Differentially private (DP) stochastic convex optimization (SCO) is ubiquitous in trustworthy machine learning algorithm design. This paper studies the DP-SCO problem with streaming data sampled from a distribution and arrives sequentially. We also consider the continual release model where parameters related to private information are updated and released upon each new data. Numerous algorithms have been developed to achieve optimal excess risks in different $\ell_p$ norm geometries, but none of the existing ones can be adapted to the streaming and continual release setting. We propose a private variant of the Frank-Wolfe algorithm with recursive gradients for variance reduction to update and reveal the parameters upon each data.
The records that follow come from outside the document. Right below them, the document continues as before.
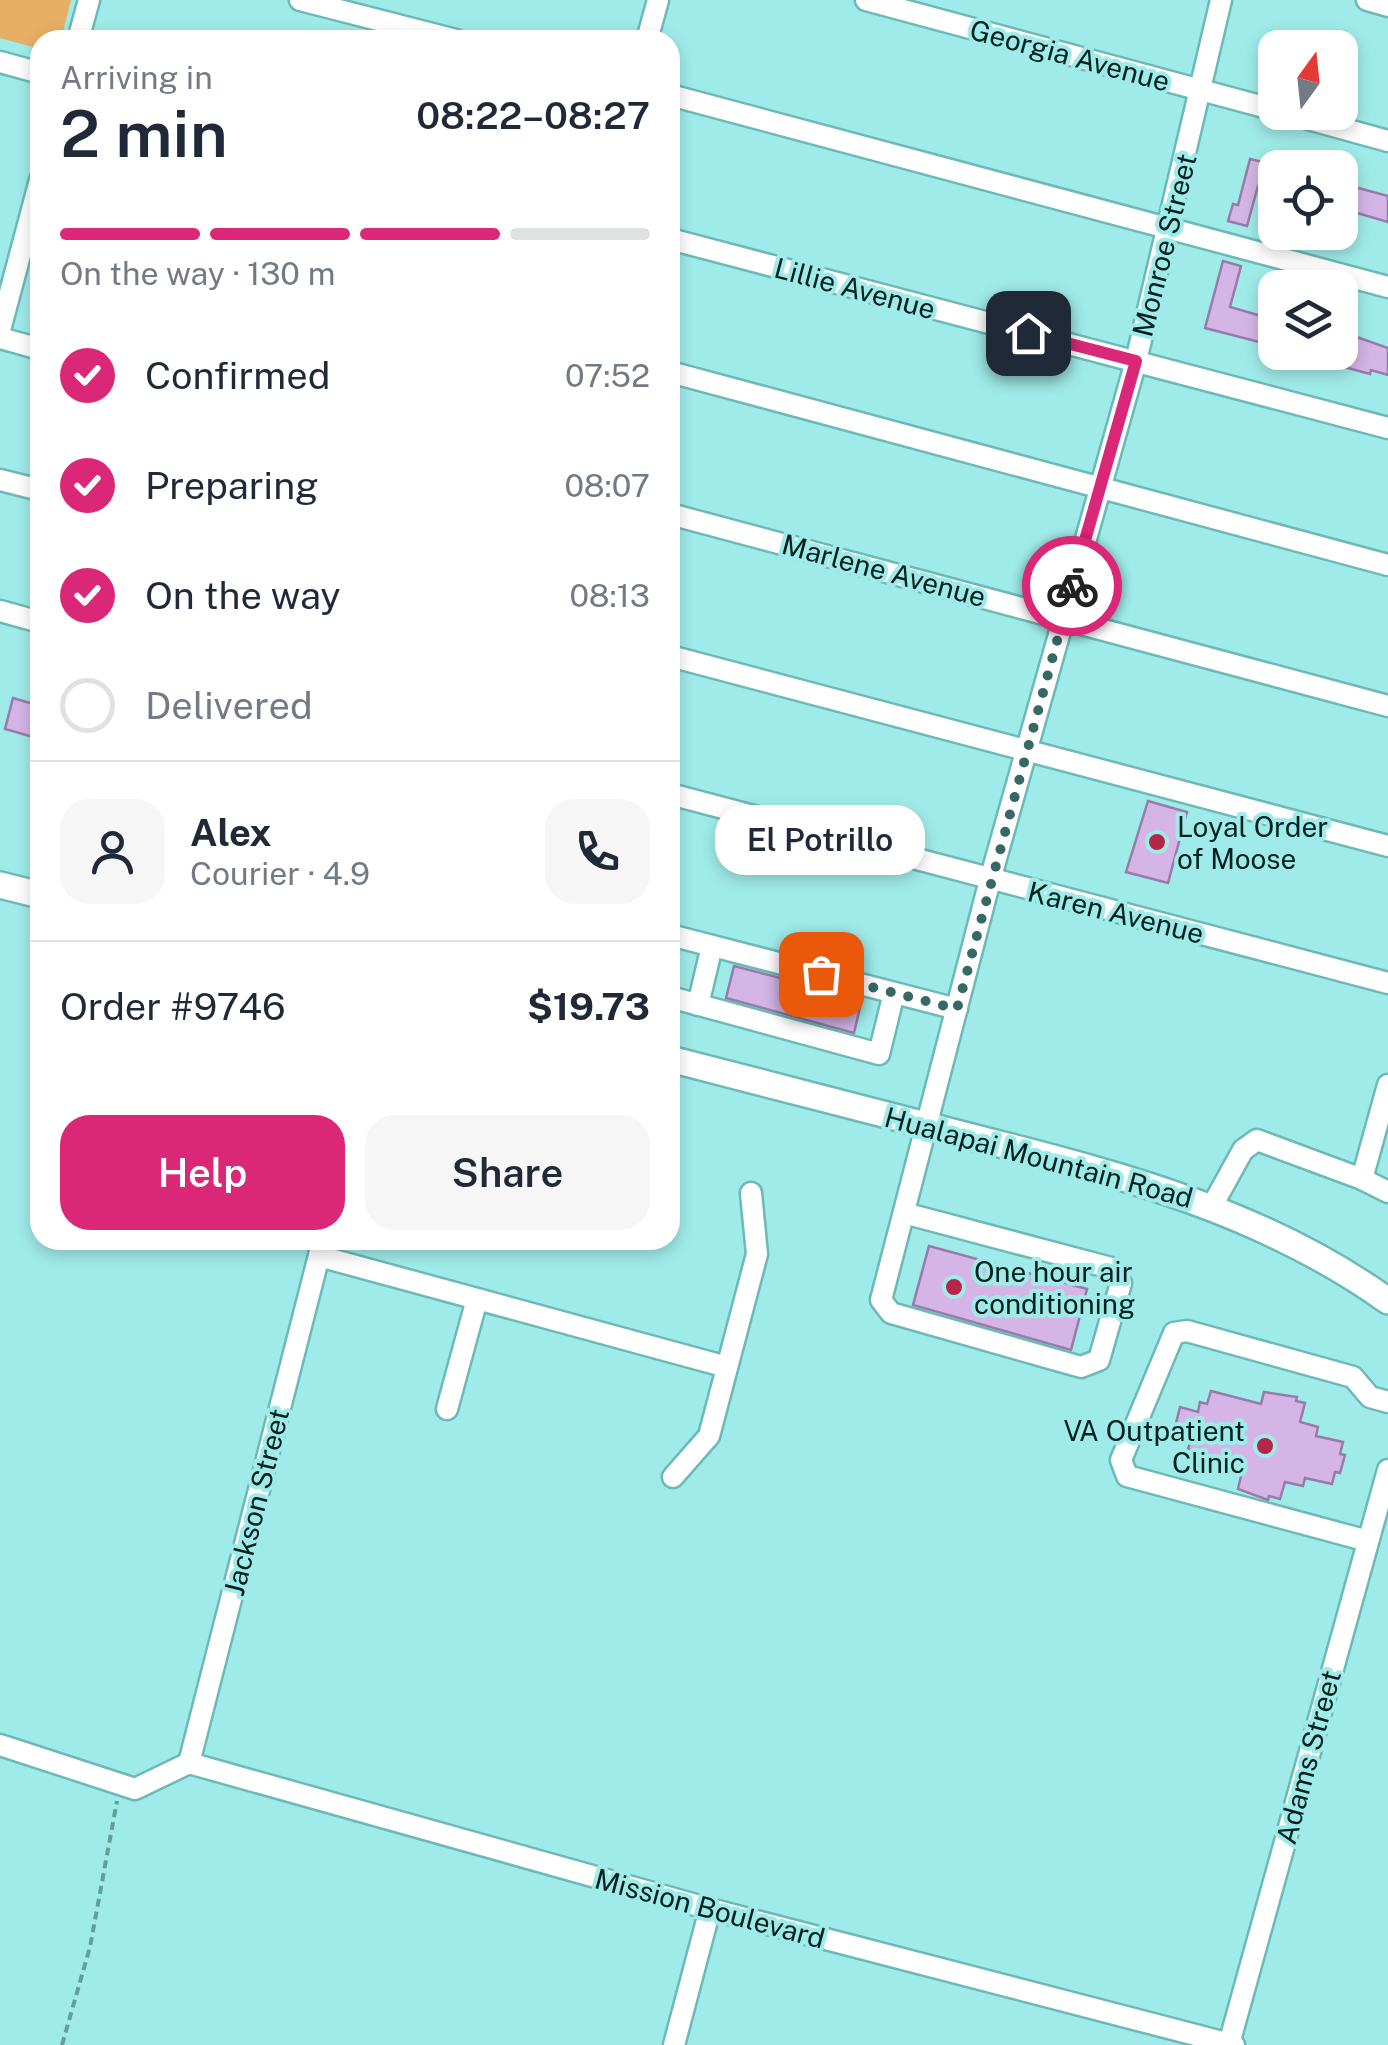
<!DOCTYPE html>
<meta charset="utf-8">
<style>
:root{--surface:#fff;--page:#f6f6f7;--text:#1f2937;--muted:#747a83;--line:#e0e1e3;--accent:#db2777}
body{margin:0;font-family:"Public Sans",sans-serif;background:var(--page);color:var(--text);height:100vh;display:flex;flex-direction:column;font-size:38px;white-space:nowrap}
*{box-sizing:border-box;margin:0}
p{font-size:32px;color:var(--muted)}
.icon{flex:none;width:55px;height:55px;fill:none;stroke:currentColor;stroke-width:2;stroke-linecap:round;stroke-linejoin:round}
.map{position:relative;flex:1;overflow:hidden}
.drawer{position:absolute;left:30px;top:30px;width:650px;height:1220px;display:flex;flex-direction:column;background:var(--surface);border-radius:30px;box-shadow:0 5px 15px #0003}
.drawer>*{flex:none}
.needle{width:65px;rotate:15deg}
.controls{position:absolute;left:1258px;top:30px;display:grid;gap:20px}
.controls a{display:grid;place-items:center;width:100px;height:100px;border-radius:20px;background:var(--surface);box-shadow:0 5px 15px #0003;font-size:50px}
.pin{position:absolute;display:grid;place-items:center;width:85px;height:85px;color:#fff;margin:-42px;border-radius:20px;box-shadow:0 5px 15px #0006}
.courier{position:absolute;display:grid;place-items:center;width:100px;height:100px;margin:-50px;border:8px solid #db2777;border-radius:50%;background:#fff;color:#222;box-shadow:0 2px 12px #0007}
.bubble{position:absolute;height:70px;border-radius:30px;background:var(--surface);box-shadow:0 5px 15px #0003;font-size:32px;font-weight:600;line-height:70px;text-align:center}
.summary em{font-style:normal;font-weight:600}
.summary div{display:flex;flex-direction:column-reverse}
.summary{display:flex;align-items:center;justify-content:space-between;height:170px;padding:0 30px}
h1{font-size:65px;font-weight:600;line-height:75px}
.bar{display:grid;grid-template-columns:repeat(4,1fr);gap:15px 10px;align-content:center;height:120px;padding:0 30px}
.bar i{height:12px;border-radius:8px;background:var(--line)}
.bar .active{background:var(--accent)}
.bar p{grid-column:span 4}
.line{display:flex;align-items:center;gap:25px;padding:0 30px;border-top:2px solid var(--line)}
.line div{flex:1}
.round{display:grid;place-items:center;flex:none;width:105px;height:105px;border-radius:30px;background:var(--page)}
ol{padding:0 30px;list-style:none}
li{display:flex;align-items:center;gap:30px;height:110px}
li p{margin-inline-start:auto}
li .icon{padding:10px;border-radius:50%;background:var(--accent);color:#fff;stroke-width:4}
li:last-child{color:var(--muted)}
li i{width:55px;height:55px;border:5px solid var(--line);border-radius:50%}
.cta{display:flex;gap:20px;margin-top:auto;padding:20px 30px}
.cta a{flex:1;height:115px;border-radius:30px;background:var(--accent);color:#fff;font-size:40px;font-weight:600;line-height:115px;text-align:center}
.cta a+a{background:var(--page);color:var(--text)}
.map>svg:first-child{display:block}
</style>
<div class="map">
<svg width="1388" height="2045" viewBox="0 0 1388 2045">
<rect width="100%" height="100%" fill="#9febe9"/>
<path fill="#e7af65" d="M0,0H71L61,40H40V49L0,38Z"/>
<g fill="#d4b5e6" stroke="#987ba8" stroke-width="2.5">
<path d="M1250,159L1275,165V190L1258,186L1247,226L1228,221L1233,204L1238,205Z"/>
<path d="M1340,183L1388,196V222L1340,208Z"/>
<path d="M1223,261L1241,266L1230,307L1275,320V346L1205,328Z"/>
<path d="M1340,331L1388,348V375L1371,370L1370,374L1307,357V352H1340Z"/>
<path d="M13,698L40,706V739L5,729Z"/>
<path d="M1148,801L1187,812L1168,883L1126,872Z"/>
<path d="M734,966L862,999L854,1033L726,998Z"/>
<path d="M929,1246L1087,1289L1071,1350L913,1305Z"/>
<path d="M1211,1391L1261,1404L1264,1392L1297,1397L1296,1401L1305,1403L1300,1422L1318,1427L1316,1436L1343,1442L1340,1454L1345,1455L1340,1473L1335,1472L1332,1484L1305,1478L1303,1486L1285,1482L1280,1499L1269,1496L1268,1500L1238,1489L1241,1476L1197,1465L1201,1452L1188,1449L1191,1440L1173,1435L1180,1407L1198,1412L1200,1402L1207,1404Z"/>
</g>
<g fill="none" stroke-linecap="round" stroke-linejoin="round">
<g stroke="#6db9b7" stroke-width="25">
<g id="minor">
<path d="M300,0L456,40"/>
<path d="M866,0L1275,110"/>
<path d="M1367,0L1388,6"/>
<path d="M78,40L89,0"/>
<path d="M647,40L658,0"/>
<path d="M0,62L40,73"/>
<path d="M670,95L1388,287"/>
<path d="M1283,112L1388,141"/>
<path d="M670,239L1388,428"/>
<path d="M0,330L40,180"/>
<path d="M0,338L40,349"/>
<path d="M670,372L1388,565"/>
<path d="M0,480L40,490"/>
<path d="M670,514L1388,706"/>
<path d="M0,611L40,622"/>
<path d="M670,656L1388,846"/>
<path d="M670,794L1388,983"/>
<path d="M670,935L957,1009"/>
<path d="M670,997L879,1054L894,993"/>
<path d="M698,1005L712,946"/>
<path d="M1388,1085L1362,1179L1388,1192"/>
<path d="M1212,1206L1243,1150L1257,1140L1362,1179"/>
<path d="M904,1213L1111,1268L1121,1283L1099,1360L1081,1367L891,1313L881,1300L990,880L1136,361L1221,0"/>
<path d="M319,1256L727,1367"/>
<path d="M447,1409L477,1299"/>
<path d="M673,1477L709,1436L757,1254L751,1193"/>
<path d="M1368,1541L1127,1476L1121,1460L1174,1333L1187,1331L1353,1377L1370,1397L1388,1402"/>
<path d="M0,1745L135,1789L189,1763"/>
<path d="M189,1763L710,1909L1234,2045"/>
<path d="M189,1763L323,1240"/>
<path d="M1229,2044L1388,1470"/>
<path d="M674,2045L710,1909"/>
</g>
</g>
<g stroke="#6db9b7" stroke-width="30">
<g id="major">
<path d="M0,885L40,895"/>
<path d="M670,1059C773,1086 877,1112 980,1139C1125,1176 1265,1213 1388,1301"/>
</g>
</g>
<path stroke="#639e9c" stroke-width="4" stroke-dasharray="8 5" stroke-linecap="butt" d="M62,2045L90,1947L117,1801"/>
<use href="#minor" stroke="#fff" stroke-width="20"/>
<use href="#major" stroke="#fff" stroke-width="25"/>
</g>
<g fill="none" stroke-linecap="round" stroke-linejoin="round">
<path stroke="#386866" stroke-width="10" stroke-dasharray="0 18" d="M821,974L957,1009L1072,586"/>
<path stroke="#db2777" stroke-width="12" d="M1028,333L1136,361L1072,586"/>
</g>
<g fill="#b72649" stroke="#9febe9" stroke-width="4">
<circle cx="1157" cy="842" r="10"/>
<circle cx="954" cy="1287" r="10"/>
<circle cx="1265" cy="1446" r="10"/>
</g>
<g text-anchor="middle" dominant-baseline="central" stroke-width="8" stroke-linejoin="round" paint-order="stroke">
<g font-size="28" fill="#012120" stroke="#9febe9">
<text transform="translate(1070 55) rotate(15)">Georgia Avenue</text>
<text transform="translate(1164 245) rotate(-76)">Monroe Street</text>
<text transform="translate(855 288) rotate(15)">Lillie Avenue</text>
<text transform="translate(884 570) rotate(15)">Marlene Avenue</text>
<text transform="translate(1116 912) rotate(14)">Karen Avenue</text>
<text transform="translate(1039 1157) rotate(15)">Hualapai Mountain Road</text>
<text transform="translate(256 1502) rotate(-76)">Jackson Street</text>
<text transform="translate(1308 1757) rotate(-75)">Adams Street</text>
<text transform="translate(710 1908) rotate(15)">Mission Boulevard</text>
</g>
<g font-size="28" fill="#012120" stroke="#9febe9" text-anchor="start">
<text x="1177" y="826">Loyal Order<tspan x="1177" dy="32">of Moose</tspan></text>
<text x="974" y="1271">One hour air<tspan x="974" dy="32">conditioning</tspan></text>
<text x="1245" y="1430" text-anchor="end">VA Outpatient<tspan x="1245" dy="32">Clinic</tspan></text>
</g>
</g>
</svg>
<div class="controls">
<a><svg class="needle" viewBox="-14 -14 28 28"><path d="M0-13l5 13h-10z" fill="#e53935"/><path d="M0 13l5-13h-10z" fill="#747a83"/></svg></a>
<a><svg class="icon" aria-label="locate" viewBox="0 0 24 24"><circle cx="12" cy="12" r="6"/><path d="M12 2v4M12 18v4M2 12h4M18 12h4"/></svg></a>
<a><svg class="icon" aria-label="layers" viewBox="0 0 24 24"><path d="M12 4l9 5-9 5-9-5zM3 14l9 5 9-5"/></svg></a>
</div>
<div class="pin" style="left:821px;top:974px;background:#ea580c"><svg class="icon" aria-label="bag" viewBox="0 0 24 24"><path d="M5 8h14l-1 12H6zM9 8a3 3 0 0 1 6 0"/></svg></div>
<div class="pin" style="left:1028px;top:333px;background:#1f2937"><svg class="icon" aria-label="home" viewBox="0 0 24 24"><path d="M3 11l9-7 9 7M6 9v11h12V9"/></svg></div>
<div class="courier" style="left:1072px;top:586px"><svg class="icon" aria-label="bike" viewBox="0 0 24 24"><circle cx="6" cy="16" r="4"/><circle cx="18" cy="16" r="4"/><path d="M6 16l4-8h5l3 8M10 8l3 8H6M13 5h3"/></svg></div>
<div class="bubble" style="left:715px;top:805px;width:210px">El Potrillo</div>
<section class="drawer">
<div class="summary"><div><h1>2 min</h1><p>Arriving in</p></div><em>08:22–08:27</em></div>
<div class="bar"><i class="active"></i><i class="active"></i><i class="active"></i><i></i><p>On the way · 130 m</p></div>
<ol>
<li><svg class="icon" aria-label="check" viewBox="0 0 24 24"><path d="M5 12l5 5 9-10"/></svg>Confirmed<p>07:52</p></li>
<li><svg class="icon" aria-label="check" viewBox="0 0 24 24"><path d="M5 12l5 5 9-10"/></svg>Preparing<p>08:07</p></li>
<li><svg class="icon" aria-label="check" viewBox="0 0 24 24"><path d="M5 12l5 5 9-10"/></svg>On the way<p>08:13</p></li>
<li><i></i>Delivered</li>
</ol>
<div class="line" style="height:180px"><a class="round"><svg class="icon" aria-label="person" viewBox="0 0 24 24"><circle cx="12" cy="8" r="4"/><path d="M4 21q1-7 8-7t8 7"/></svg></a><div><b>Alex</b><p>Courier · 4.9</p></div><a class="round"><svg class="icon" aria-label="phone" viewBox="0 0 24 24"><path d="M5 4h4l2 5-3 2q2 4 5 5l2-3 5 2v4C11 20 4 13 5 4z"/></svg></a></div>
<div class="line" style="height:130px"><div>Order #9746</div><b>$19.73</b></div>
<div class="cta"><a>Help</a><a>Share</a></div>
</section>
</div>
Combined with the adaptive DP analysis, our algorithm achieves the first optimal excess risk in linear time in the case $1<p\leq 2$ and the state-of-the-art excess risk meeting the non-private lower ones when $2<p\leq \infty$. Our algorithm can also be extended to the case $p=1$ to achieve nearly dimension-independent excess risk. While previous variance reduction results on recursive gradient have theoretical guarantee only in the i.i.d. setting, we establish such a guarantee in a non-stationary setting. To demonstrate the virtues of our method, we design the first DP algorithm for high-dimensional generalized linear bandits with logarithmic regret.